News organizations must unite with tech world on "right to be forgotten"
At the Reporters Committee gala in New York this week, honorees Alberto Ibargüen, President and CEO of the Knight Foundation, and Eve Burton, General Counsel of Hearst, were in perfect sync as they spoke about the convergence between the news media and technology companies. With many key legal questions unresolved as journalism continues its historic transformation to the digital world, the future of the First Amendment depends upon these two industries aligning their interests to confront the next generation of free press/free speech challenges.
Nothing better illustrates these shared concerns than the growing threat over the "right to be forgotten." Last September, the Reporters Committee submitted a letter on behalf of a large coalition of U.S. news organizations supporting Google in its clashes with the French data protection agency, CNIL, over implementation of this new right. Regulators at CNIL have continued to insist that to comply with French law Google must remove search results worldwide and have fined the company for resisting.

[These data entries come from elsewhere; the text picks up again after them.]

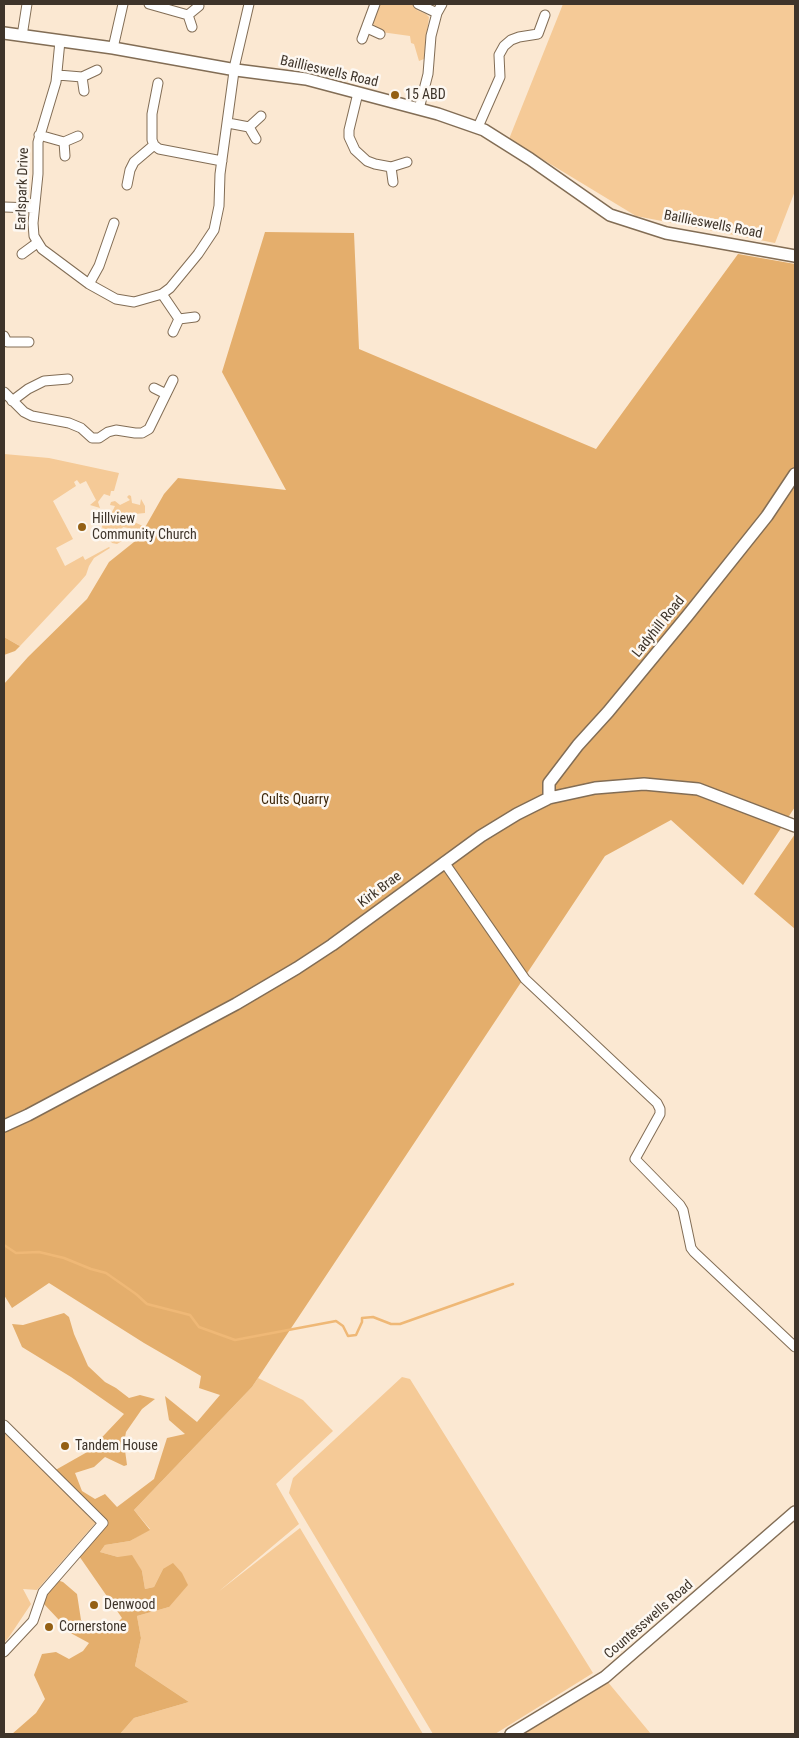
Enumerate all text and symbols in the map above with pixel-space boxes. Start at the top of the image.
street label: Baillieswells Road [278,53,380,91]
place label: 15 ABD [405,87,446,103]
marker: 15 ABD [389,89,401,101]
street label: Earlspark Drive [13,147,33,231]
street label: Baillieswells Road [662,207,764,243]
place label: Hillview Community Church [92,511,197,544]
marker: Hillview Community Church [76,521,88,533]
street label: Ladyhill Road [629,593,689,661]
park label: Cults Quarry [261,792,329,808]
street label: Kirk Brae [355,868,405,912]
place label: Tandem House [75,1438,158,1454]
marker: Tandem House [59,1440,71,1452]
street label: Countesswells Road [601,1577,697,1663]
place label: Denwood [104,1597,155,1613]
marker: Denwood [88,1599,100,1611]
place label: Cornerstone [59,1619,127,1635]
marker: Cornerstone [43,1621,55,1633]

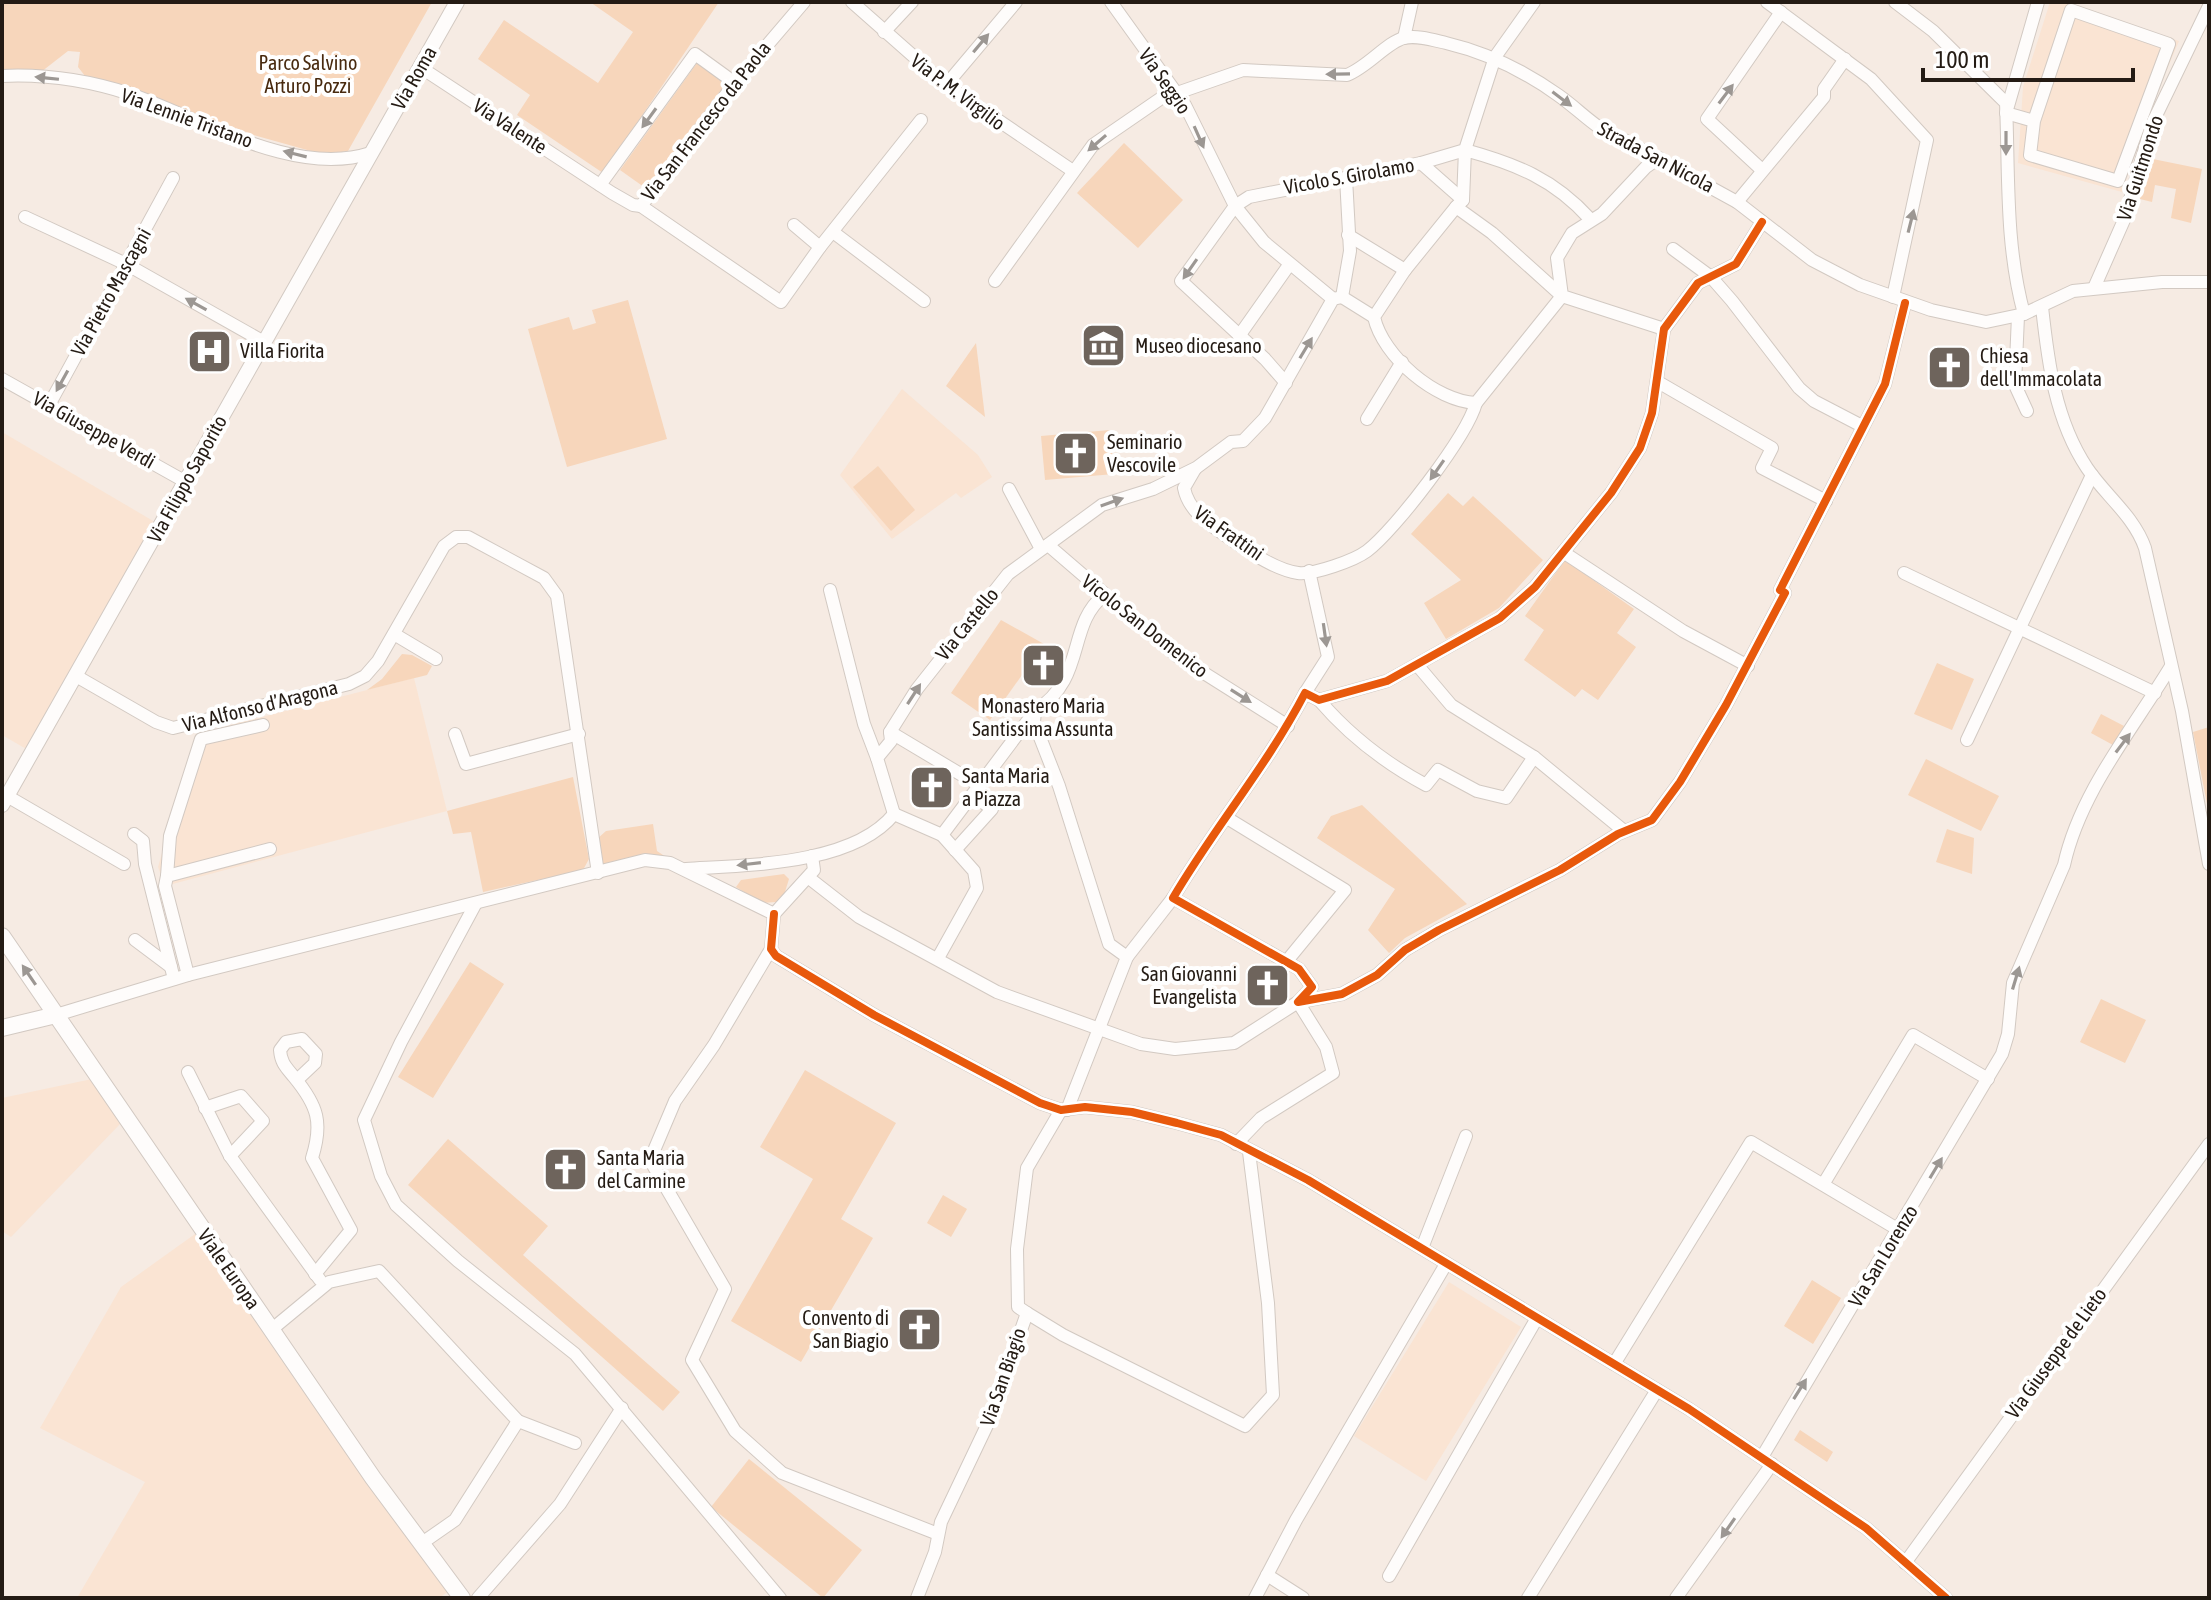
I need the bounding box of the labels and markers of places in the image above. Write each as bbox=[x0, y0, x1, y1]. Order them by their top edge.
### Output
museum icon: Museo diocesano bbox=[1080, 322, 1128, 370]
hospital icon: Villa Fiorita bbox=[185, 327, 233, 375]
place label: Museo diocesano bbox=[1135, 334, 1262, 357]
place label: Villa Fiorita bbox=[240, 339, 325, 362]
church icon: Chiesa dell'Immacolata bbox=[1925, 344, 1973, 392]
place label: Chiesa dell'Immacolata bbox=[1980, 344, 2102, 390]
church icon: Seminario Vescovile bbox=[1052, 429, 1100, 477]
place label: Seminario Vescovile bbox=[1107, 430, 1182, 476]
church icon: Monastero Maria Santissima Assunta bbox=[1019, 642, 1067, 690]
place label: Monastero Maria Santissima Assunta bbox=[972, 694, 1114, 740]
church icon: Santa Maria a Piazza bbox=[907, 763, 955, 811]
place label: Santa Maria a Piazza bbox=[962, 764, 1050, 810]
church icon: San Giovanni Evangelista bbox=[1244, 961, 1292, 1009]
place label: San Giovanni Evangelista bbox=[1141, 962, 1237, 1008]
church icon: Santa Maria del Carmine bbox=[542, 1146, 590, 1194]
place label: Santa Maria del Carmine bbox=[597, 1146, 686, 1192]
place label: Convento di San Biagio bbox=[802, 1306, 889, 1352]
church icon: Convento di San Biagio bbox=[896, 1306, 944, 1354]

In the face of this global deletion demand, Google has just taken its case to the Conseil d’Etat, which hears administrative appeals in France. As Kent Walker, Google’s General Counsel, explained in an article published in Le Monde, “We comply with the laws of the countries in which we operate. But if French law applies globally, how long will it be until other countries perhaps less open and democratic start demanding that their laws regulating information likewise have global reach?”
The fight Google is waging to oppose CNIL’s extraterritorial ambitions is one of the most existential of today’s Internet battles. The op-ed I co-wrote with Stanford’s Daphne Keller in the New York Times has more background on what is at stake in this case. Journalists and news organizations should follow this appeal closely and support Google’s stand.